(Collected data entries)
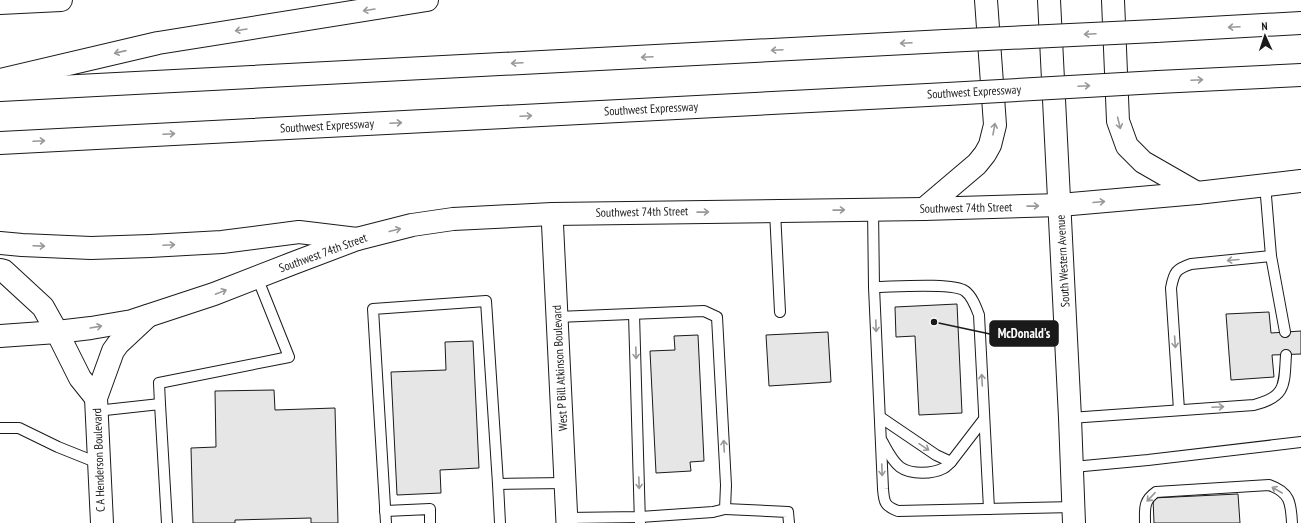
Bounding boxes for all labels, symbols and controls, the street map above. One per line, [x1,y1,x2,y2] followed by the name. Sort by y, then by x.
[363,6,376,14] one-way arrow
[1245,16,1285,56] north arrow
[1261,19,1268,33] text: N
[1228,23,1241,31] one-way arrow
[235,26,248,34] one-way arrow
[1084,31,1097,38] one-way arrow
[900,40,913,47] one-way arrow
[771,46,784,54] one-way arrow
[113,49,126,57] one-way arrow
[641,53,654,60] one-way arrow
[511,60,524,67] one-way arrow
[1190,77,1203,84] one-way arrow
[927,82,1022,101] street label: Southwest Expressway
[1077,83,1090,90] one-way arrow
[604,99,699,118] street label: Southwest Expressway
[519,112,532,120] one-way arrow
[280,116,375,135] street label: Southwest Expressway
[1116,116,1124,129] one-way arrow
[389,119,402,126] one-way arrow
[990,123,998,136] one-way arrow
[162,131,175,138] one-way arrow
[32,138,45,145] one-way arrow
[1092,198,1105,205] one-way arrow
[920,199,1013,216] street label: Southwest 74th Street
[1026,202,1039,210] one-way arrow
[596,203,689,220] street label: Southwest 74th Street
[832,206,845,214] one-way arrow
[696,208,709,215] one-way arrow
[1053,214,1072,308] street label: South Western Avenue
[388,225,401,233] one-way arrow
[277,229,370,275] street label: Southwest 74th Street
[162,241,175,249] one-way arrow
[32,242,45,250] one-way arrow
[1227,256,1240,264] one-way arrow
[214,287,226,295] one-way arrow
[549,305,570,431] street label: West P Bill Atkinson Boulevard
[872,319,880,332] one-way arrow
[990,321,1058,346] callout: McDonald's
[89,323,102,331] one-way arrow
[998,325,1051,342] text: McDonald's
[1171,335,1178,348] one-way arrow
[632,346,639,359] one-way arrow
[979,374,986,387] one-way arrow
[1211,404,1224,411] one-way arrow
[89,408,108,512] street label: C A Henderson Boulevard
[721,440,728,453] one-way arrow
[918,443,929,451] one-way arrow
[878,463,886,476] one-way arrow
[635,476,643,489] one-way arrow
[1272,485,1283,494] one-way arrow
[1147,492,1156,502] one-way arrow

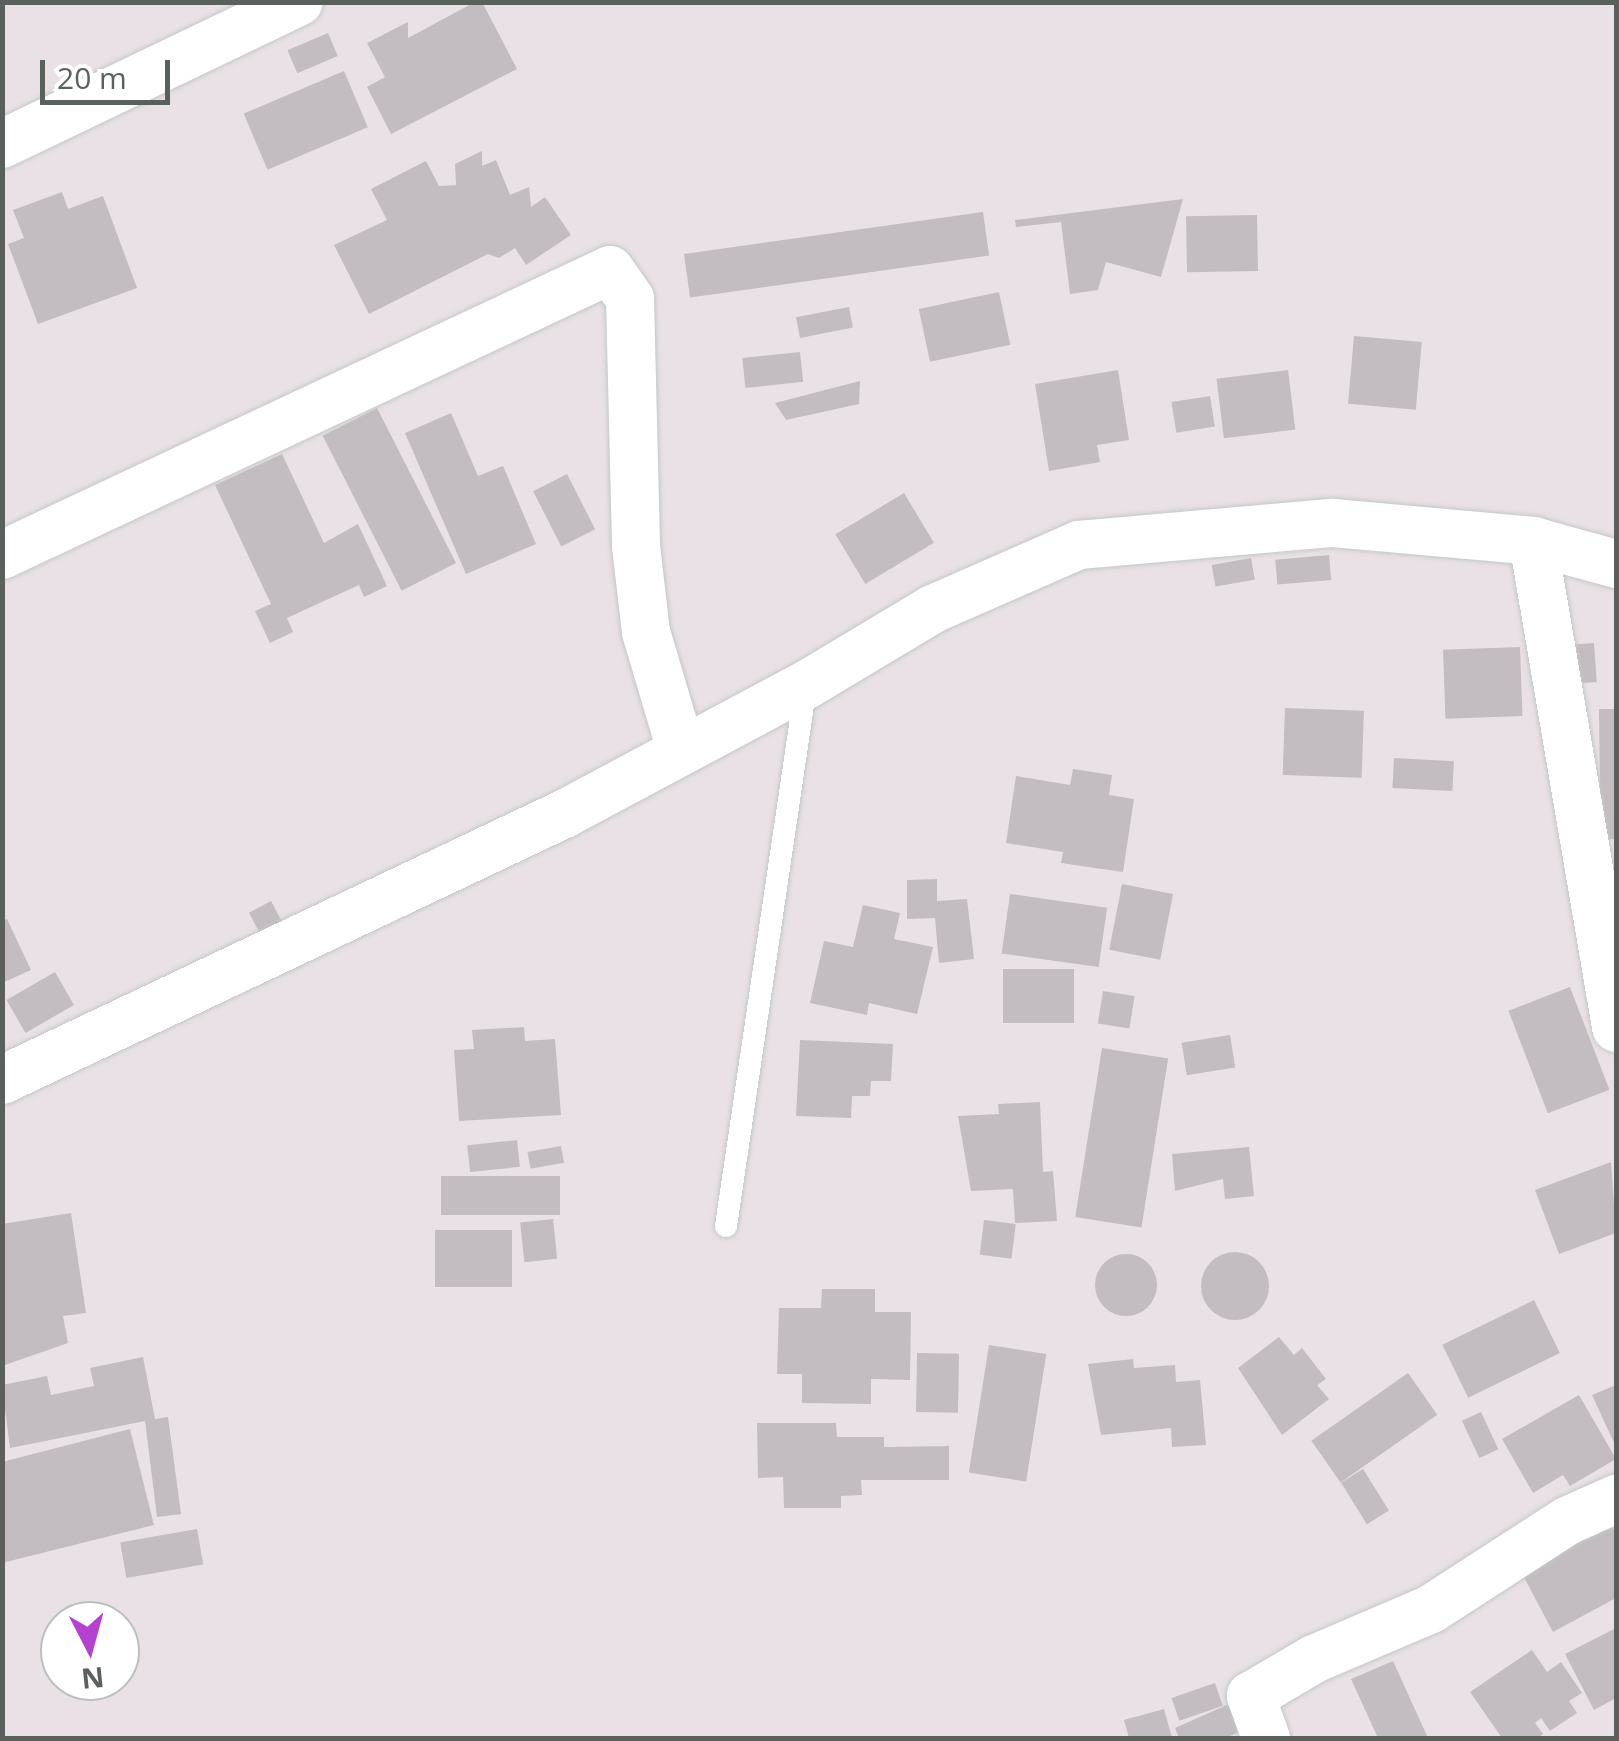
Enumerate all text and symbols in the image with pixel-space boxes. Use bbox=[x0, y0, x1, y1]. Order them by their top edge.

▶ _Requirement_
Leaving the images behind, set down every entry word for word.

▶ _Response_
Bounding boxes for all labels, symbols and controls, the street map above. One per line, [x1,y1,x2,y2] followed by the name. Sort by y, then by x.
[363,6,376,14] one-way arrow
[1245,16,1285,56] north arrow
[1261,19,1268,33] text: N
[1228,23,1241,31] one-way arrow
[235,26,248,34] one-way arrow
[1084,31,1097,38] one-way arrow
[900,40,913,47] one-way arrow
[771,46,784,54] one-way arrow
[113,49,126,57] one-way arrow
[641,53,654,60] one-way arrow
[511,60,524,67] one-way arrow
[1190,77,1203,84] one-way arrow
[927,82,1022,101] street label: Southwest Expressway
[1077,83,1090,90] one-way arrow
[604,99,699,118] street label: Southwest Expressway
[519,112,532,120] one-way arrow
[280,116,375,135] street label: Southwest Expressway
[1116,116,1124,129] one-way arrow
[389,119,402,126] one-way arrow
[990,123,998,136] one-way arrow
[162,131,175,138] one-way arrow
[32,138,45,145] one-way arrow
[1092,198,1105,205] one-way arrow
[920,199,1013,216] street label: Southwest 74th Street
[1026,202,1039,210] one-way arrow
[596,203,689,220] street label: Southwest 74th Street
[832,206,845,214] one-way arrow
[696,208,709,215] one-way arrow
[1053,214,1072,308] street label: South Western Avenue
[388,225,401,233] one-way arrow
[277,229,370,275] street label: Southwest 74th Street
[162,241,175,249] one-way arrow
[32,242,45,250] one-way arrow
[1227,256,1240,264] one-way arrow
[214,287,226,295] one-way arrow
[549,305,570,431] street label: West P Bill Atkinson Boulevard
[872,319,880,332] one-way arrow
[990,321,1058,346] callout: McDonald's
[89,323,102,331] one-way arrow
[998,325,1051,342] text: McDonald's
[1171,335,1178,348] one-way arrow
[632,346,639,359] one-way arrow
[979,374,986,387] one-way arrow
[1211,404,1224,411] one-way arrow
[89,408,108,512] street label: C A Henderson Boulevard
[721,440,728,453] one-way arrow
[918,443,929,451] one-way arrow
[878,463,886,476] one-way arrow
[635,476,643,489] one-way arrow
[1272,485,1283,494] one-way arrow
[1147,492,1156,502] one-way arrow

Enumerate all text and symbols in the image with pixel-space boxes. Use bbox=[x0, y0, x1, y1]. Order them by their top edge.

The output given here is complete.